A listing receives most attention when it's new, for a number of reasons. We notice signs when they're just erected. We notice pictures in ads when they're different from prior weeks. The same is true of the website. Also, agents and buyers who are receiving notifications of new listings are focusing on the ones that they haven't seen before. Most mailings are done on new listings. Most showings come as soon as something comes on the market. Everyone is motivated to see, consider, and buy something before it gets snatched up by someone else.
What that means for sellers is that you have wasted the most valuable exposure that your listing will receive. It's the same principle as the old saying that "you only get one chance to make a first impression". Every time the price comes down later, agents and buyers will have a subliminal impression that your property is overpriced, or that there's something wrong with it, since it's been on the market for so long. Why would you risk that, when our experience shows that people whose homes sell quickly for a lower price ultimately receive more than people who start out high, in order to "leave room to negotiate" or "see what they can get".

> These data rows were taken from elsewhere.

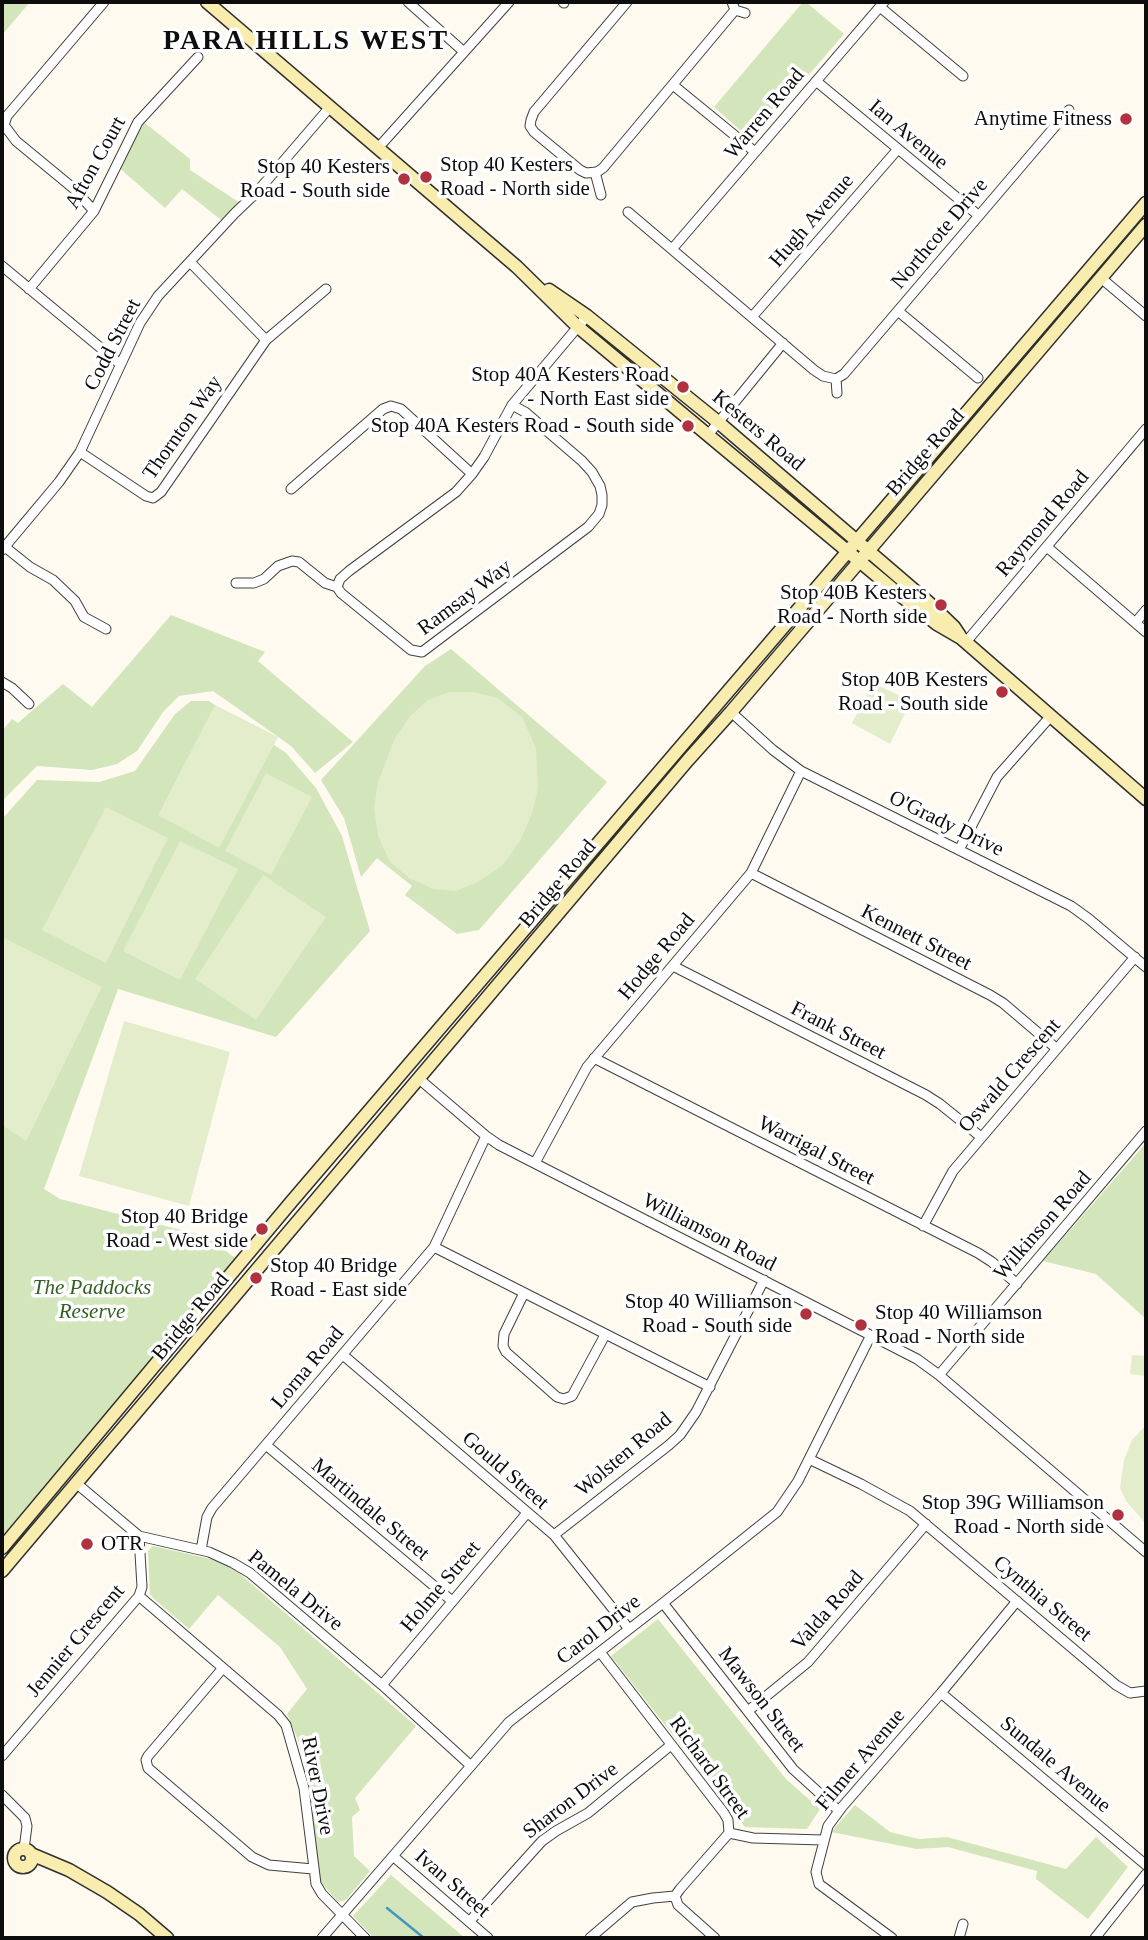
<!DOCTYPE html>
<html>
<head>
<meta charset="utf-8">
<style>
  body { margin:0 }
  #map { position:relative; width:1148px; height:1940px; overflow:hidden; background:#fefaef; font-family:"Times New Roman",serif }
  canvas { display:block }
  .frame { position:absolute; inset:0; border:4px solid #0d0d0d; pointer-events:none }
</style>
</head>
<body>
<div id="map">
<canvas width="1148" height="1940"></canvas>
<div class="frame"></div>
</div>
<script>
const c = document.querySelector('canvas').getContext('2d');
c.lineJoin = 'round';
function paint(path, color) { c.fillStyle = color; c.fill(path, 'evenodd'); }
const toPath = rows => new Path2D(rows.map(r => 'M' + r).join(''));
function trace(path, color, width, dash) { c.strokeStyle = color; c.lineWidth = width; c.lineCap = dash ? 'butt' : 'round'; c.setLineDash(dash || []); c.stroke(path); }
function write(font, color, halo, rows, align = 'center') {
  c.font = font + ' "Times New Roman",serif'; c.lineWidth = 7; c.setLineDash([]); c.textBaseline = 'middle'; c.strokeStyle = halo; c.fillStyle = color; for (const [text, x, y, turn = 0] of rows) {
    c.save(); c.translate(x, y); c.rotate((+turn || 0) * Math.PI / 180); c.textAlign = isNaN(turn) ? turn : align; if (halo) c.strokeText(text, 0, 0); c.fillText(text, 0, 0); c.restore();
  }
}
paint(toPath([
  [2,2,30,2,2,35],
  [803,2,806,2,844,34,755,137,750,139,714,107],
  [140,119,190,159,190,170,243,205,225,223,182,189,165,208,117,166],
  [171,615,265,652,258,661,353,742,315,773,291,746,213,691,179,696,163,712,137,751,117,764,92,770,37,766,2,801,2,731,12,719,18,723,63,684,92,707],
  [451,649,607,782,479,930,457,934,405,895,412,886,377,858,361,877,344,818,321,780,425,666],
  [191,701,209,701,286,753,316,788,342,836,370,931,276,1037,118,989,44,1189,60,1199,208,1237,240,1262,2,1546,2,829,3,818,37,780,99,782,135,771,175,714],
  [1146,1143,1146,1319,1096,1274,1043,1261],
  [153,1546,211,1559,225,1564,240,1574,416,1726,355,1798,360,1810,352,1817,354,1856,370,1871,346,1900,338,1902,320,1881,308,1773,298,1740,287,1714,307,1689,280,1647,218,1595,189,1629,153,1598,150,1594,148,1551],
  [658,1619,786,1779,820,1809,807,1829,745,1827,611,1656],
  [855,1805,890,1832,919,1839,947,1837,1066,1869,1096,1837,1128,1867,1088,1919,1036,1879,1037,1871,948,1847,917,1849,831,1832],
  [391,1875,465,1938,374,1938,353,1916]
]), '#d3e5bb');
paint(toPath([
  [873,683,911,701,890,744,852,723],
  [450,692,474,692,498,698,522,717,536,748,538,788,532,814,520,841,502,866,478,882,456,891,433,889,409,878,390,862,378,836,374,808,378,782,395,738,410,716,428,700],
  [215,705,278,737,219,848,158,815],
  [266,773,312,797,271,875,225,851],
  [106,807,168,838,106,963,42,930],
  [180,841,238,869,180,980,123,951],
  [263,875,326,917,256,1020,195,979],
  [2,937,102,987,26,1141,2,1125],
  [124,1021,230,1052,189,1206,79,1176],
  [1132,1355,1146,1356,1146,1376,1130,1374],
  [1146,1425,1146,1524,1126,1501,1120,1488,1124,1460,1132,1440]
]), '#e3edcc');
trace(toPath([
  [387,1908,424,1938]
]), '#4596c1', 2.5);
const street = toPath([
  [408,2,464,52],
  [563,2,564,3],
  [627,2,534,112,531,120,530,126,534,132,580,170,586,173,597,172,603,168,735,10],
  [732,2,735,10,745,13],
  [880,7,963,76],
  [816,81,978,215],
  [673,85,755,152],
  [378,148,509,2],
  [595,172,601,195],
  [94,211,73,188,16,141,4,125,7,116,104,2],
  [628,212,814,370,823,376,836,379,844,374,1069,110],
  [673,248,884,2],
  [190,262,266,340],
  [2,266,120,364],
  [1101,278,1146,316],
  [29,289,94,211,138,122,198,57],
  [898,311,978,378],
  [752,317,898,149],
  [836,379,837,393],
  [512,405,525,412,582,461,592,472,600,486,602,495,602,505,599,514,588,527,422,652,411,650,341,593,337,587,340,579,349,571,456,492,472,474,484,457,512,405,587,316],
  [708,435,783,343],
  [80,452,146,496,153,498,161,492,266,340,326,289],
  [291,489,383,409,391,406,401,409,472,474],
  [5,547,30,567,53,580,75,601,84,617,106,629],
  [1047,547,1146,632],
  [2,550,59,482,80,452,140,323,158,296,235,213,257,192,330,107],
  [236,583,254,583,264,579,278,566,292,561,299,562,325,583,337,587],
  [1136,622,1146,610],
  [966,642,1146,429],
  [2,682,12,688,29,704],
  [731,712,773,750,801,771,1071,906,1089,919,1146,967],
  [959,850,997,777,1050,717],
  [751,873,990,995,1003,1003,1057,1049],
  [673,966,926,1095,940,1104,981,1137],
  [594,1058,978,1253,992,1262,1017,1284],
  [418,1078,486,1136,499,1145,917,1359,939,1375,1146,1552],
  [535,1163,587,1067,751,873,801,771],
  [923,1226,953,1171,1135,957],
  [434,1247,710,1387],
  [524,1293,504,1334,503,1346,506,1352,557,1397,564,1399,572,1396,605,1335],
  [343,1355,554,1535,629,1629],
  [939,1375,1146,1131],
  [266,1445,452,1601],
  [809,1459,861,1484,910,1511,1116,1685,1130,1693,1146,1691],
  [76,1483,139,1536,209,1552,233,1563,250,1573,382,1685,470,1765],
  [554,1535,669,1445,680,1435,696,1412,764,1280],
  [201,1550,207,1517,212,1508,434,1247,486,1136],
  [139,1596,278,1715,286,1725,304,1788,316,1884,322,1894,365,1938],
  [663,1603,793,1769,839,1811],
  [600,1652,724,1813,728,1820,729,1833,753,1838,823,1840],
  [223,1668,148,1756,146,1760,148,1768,252,1857,269,1865,313,1869],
  [382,1685,527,1513],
  [941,1693,1146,1865],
  [748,1711,808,1662,926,1524],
  [2,1756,139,1596,142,1587,139,1536],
  [2,1795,25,1818,27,1826,24,1849],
  [393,1856,488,1938],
  [675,1896,678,1905,715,1938],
  [469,1922,542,1841,556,1831,588,1813,671,1745],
  [322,1938,509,1722,663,1603,777,1512,798,1481,871,1335],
  [590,1938,632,1902,653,1898,675,1896,680,1889,729,1833],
  [892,1938,819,1884,816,1872,828,1826,842,1807,941,1693,1017,1601],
  [959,1938,963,1924],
  [1095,1938,1146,1874]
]);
const secondary = toPath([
  [207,2,517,267,577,326,900,595,937,624,961,638,1146,799],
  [549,290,587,316,718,422,928,602,954,627,960,636],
  [2,1548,292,1201,1146,203],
  [2,1571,688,760,731,712,1146,225],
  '14 1858a9 9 0 1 1 18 0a9 9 0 1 1-18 0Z',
  [31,1854,69,1870,107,1892,139,1914,167,1938]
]);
trace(street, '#404040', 11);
trace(secondary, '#2f2f2f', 15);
trace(street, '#fff', 9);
trace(secondary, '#f8ecaf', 12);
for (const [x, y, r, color] of [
  [1126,119,7,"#b1313e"],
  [426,177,7,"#b1313e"],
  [404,179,7,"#b1313e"],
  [683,387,7,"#b1313e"],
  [688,426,7,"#b1313e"],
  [941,605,7,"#b1313e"],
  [1002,692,7,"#b1313e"],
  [262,1229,7,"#b1313e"],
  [256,1278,7,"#b1313e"],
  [806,1314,7,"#b1313e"],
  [861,1325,7,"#b1313e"],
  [1118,1515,7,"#b1313e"],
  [87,1544,7,"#b1313e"]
]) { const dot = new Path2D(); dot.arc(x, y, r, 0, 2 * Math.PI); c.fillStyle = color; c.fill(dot); trace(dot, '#fff', 2.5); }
write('21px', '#0d0d0d', '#fff', [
  ["Warren Road",765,114,-50],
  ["Ian Avenue",908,135,40],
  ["Afton Court",96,163,-61],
  ["Hugh Avenue",812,221,-49],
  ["Northcote Drive",940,234,-50],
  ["Codd Street",113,345,-63],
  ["Thornton Way",183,428,-55],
  ["Kesters Road",758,431,40],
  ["Bridge Road",926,453,-49],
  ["Raymond Road",1043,524,-50],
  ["Ramsay Way",465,598,-37],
  ["O'Grady Drive",946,824,26],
  ["Bridge Road",558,884,-50],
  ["Kennett Street",916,938,27],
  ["Hodge Road",657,957,-50],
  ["Frank Street",838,1031,27],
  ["Oswald Crescent",1010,1076,-49],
  ["Warrigal Street",816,1151,27],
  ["Wilkinson Road",1043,1226,-49],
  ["Williamson Road",709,1233,27],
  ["Bridge Road",191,1317,-50],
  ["Lorna Road",308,1368,-50],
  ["Wolsten Road",624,1455,-40],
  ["Gould Street",505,1471,41],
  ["Martindale Street",370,1510,40],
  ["Holme Street",441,1587,-50],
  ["Pamela Drive",295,1591,39],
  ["Cynthia Street",1042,1599,40],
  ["Valda Road",828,1611,-49],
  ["Carol Drive",599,1630,-38],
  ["Jennier Crescent",76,1641,-50],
  ["Mawson Street",761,1700,52],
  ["Filmer Avenue",861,1760,-50],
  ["Sundale Avenue",1055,1765,40],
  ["Richard Street",709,1768,54],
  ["River Drive",317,1786,79],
  ["Sharon Drive",571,1801,-37],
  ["Ivan Street",452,1884,41]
]);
write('21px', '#0d0d0d', '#fff', [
  ["Anytime Fitness",1112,119],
  ["Stop 40 Kesters",440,165,"left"],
  ["Road - North side",440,189,"left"],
  ["Stop 40 Kesters",390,167],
  ["Road - South side",390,191],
  ["Stop 40A Kesters Road",669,375],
  ["- North East side",669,399],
  ["Stop 40A Kesters Road - South side",674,426],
  ["Stop 40B Kesters",927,593],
  ["Road - North side",927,617],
  ["Stop 40B Kesters",988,680],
  ["Road - South side",988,704],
  ["Stop 40 Bridge",248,1217],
  ["Road - West side",248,1241],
  ["Stop 40 Bridge",270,1266,"left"],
  ["Road - East side",270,1290,"left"],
  ["Stop 40 Williamson",792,1302],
  ["Road - South side",792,1326],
  ["Stop 40 Williamson",875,1313,"left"],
  ["Road - North side",875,1337,"left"],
  ["Stop 39G Williamson",1104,1503],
  ["Road - North side",1104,1527],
  ["OTR",101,1544,"left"]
], 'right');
write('italic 21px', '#335f23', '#fff', [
  ["The Paddocks",92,1288],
  ["Reserve",92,1312]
]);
c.letterSpacing = '2px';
write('bold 28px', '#0d0d0d', '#fff', [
  ["PARA HILLS WEST",306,42]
]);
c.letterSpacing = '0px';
</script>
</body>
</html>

The moral is clear: If you're serious about selling, be serious from the start. Don't waste your time, your agent's time, or the attention span of the buying public. Consumers now are far more educated about prices, with the advent of the Internet. They'll know when you've entered the market with an attractive price, and your chances of selling, and selling quickly, will ratchet up. Take the money and move on. Buy another property while rates are low. Time is money.
Right now, our agents feel that almost 90% of our listings are priced too high to sell right away. Some of that is because, with declining prices, what was a good price 90 days ago may be too high now. Some is because there's just not enough selling right now (for example, only two houses closed in Madison in November). However, a great deal is because people don't understand what I just described above. You will have an advantgage--one you need in a difficult economy--if you do.